The James Webb Space Telescope, NASA's flagship astrophysics mission, is years behind schedule and will cost at least 1.5 billion more than its current 5 billion dollar budget. To meet a launch date of 2015 JWST needs an immediate 400 million. In today's budget environment, NASA can not spare such a sum. Delays to JWST will impact other missions, especially WFIRST.

Additional budget pressure comes from the Stratospheric Observatory For Infared Astronomy. SOFIA, a giant telescope mounted in a 747SP, is also far over schedule and budget. JWST, SOFIA and the Hubble Space Telescope consume most of NASA's astrophysics budget. Their huge costs are causing delay or cancellation of other projects. Despite the high priority given WFIRST, it will not fly in this decade, if ever.

The hypothetical acceleration of "dark energy" is caused by something so simple that physicists have overlooked it. Redshifts are proportional to the speed of light c. Rather than the Universe accelerating, we have observed the speed of light slowing down. Long before scientists even get a chance to find their "dark energy," evidence will show a "c change" in physics.


Friday, November 12, 2010

Life from Mars

I gave another talk was today here at Johnson Space Center, on the latest evidence for life on Mars. I've had the honour of working with the scientists who in 1996 discovered life signs on meteorite ALH84001. The presentation was originally given at the Scientific Committee for Antarctic Research (SCAR) conference in Buenos Aires. Like a changing speed of light, the discovery of life signs on a Martian meteorite has fought an uphill battle. Today evidence shows what many have long believed, that life exists on another world.

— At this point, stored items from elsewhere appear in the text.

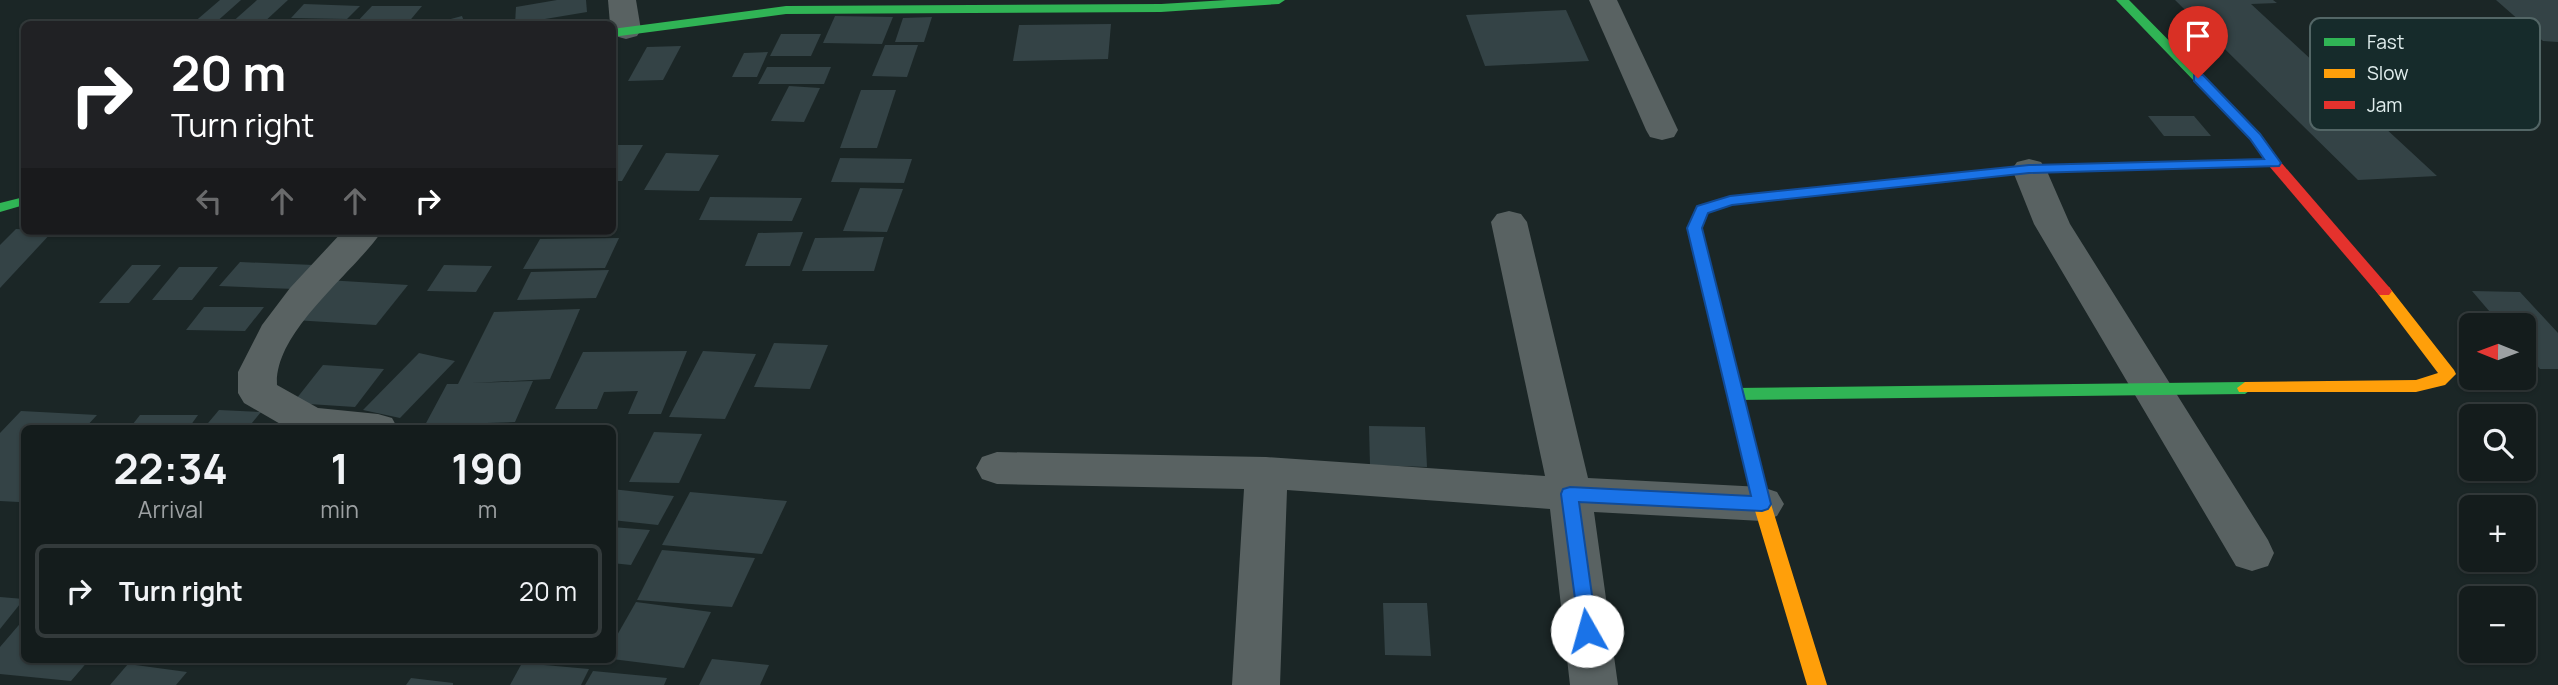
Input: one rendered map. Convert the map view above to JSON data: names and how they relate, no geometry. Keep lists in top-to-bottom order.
{
  "legend": ["Fast", "Slow", "Jam"],
  "north": "left",
  "page": {
    "turn": ["20 m", "Turn right"],
    "map_buttons": ["+", "−"],
    "eta": [
      "22:34",
      "Arrival",
      "1",
      "min",
      "190",
      "m"
    ],
    "list": [
      {
        "name": "Turn right",
        "value": "20 m"
      }
    ]
  }
}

Tuesday, November 09, 2010

Remember the Alamo

The Alamo in San Antonio is where a small force of Texas rebels held off the huge Mexican army. The University of Texas at San Antonio was a brief stop on the way to Florida. Talk to the Joint Meeting October 22-24 of the American Physical Society (APS), American Association of Physics Teachers (AAPT) and National Society of Hispanic Physicists:

GM=tc^3 Cosmology and the Moon

Relativity suggests an expanding cosmology of scale R = ct, where t is age of the Universe. Gravitation would then require that c be further related to t by: GM = tc^3. Where G and M are mass and gravitational constant, this simple expression predicts data from the microwave background, including 4.507034% baryonic matter and a stable density $ \Omega$ = 1. The non-linear increase in Type Ia supernova redshifts may be precisely predicted without repulsive energies. (Riofrio, 2004) Prediction of a changing c may be tested with modern lanterns and the distant hilltop of the Moon. Our Lunar Laser Ranging Experiment has measured the Moon's semimajor axis increasing at 3.82 ± .07 cm/yr, anomalously high. The Mansfield sediment (Bills, Ray 2000) measures lunar recession at 2.9 ± 0.6 cm/yr. More recent work accurately measures a recession rate of 2.82 ± .08 cm/yr. LLRE differs from independent experiments by 10 $\sigma$. If the speed of laser light were decaying, the Moon's apparent distance is predicted to increase by 0.935 cm/yr. An anomaly in the Moon's orbit is precisely accounted for. This interesting result may have importance for cosmology, shedding light on puzzles of "dark energy.'' In Planck units, this may be summarised as: M = R = t.

The audience at San Antonio was very intent and interested. If a scientist ever feels surrounded by adversity, remember the Alamo!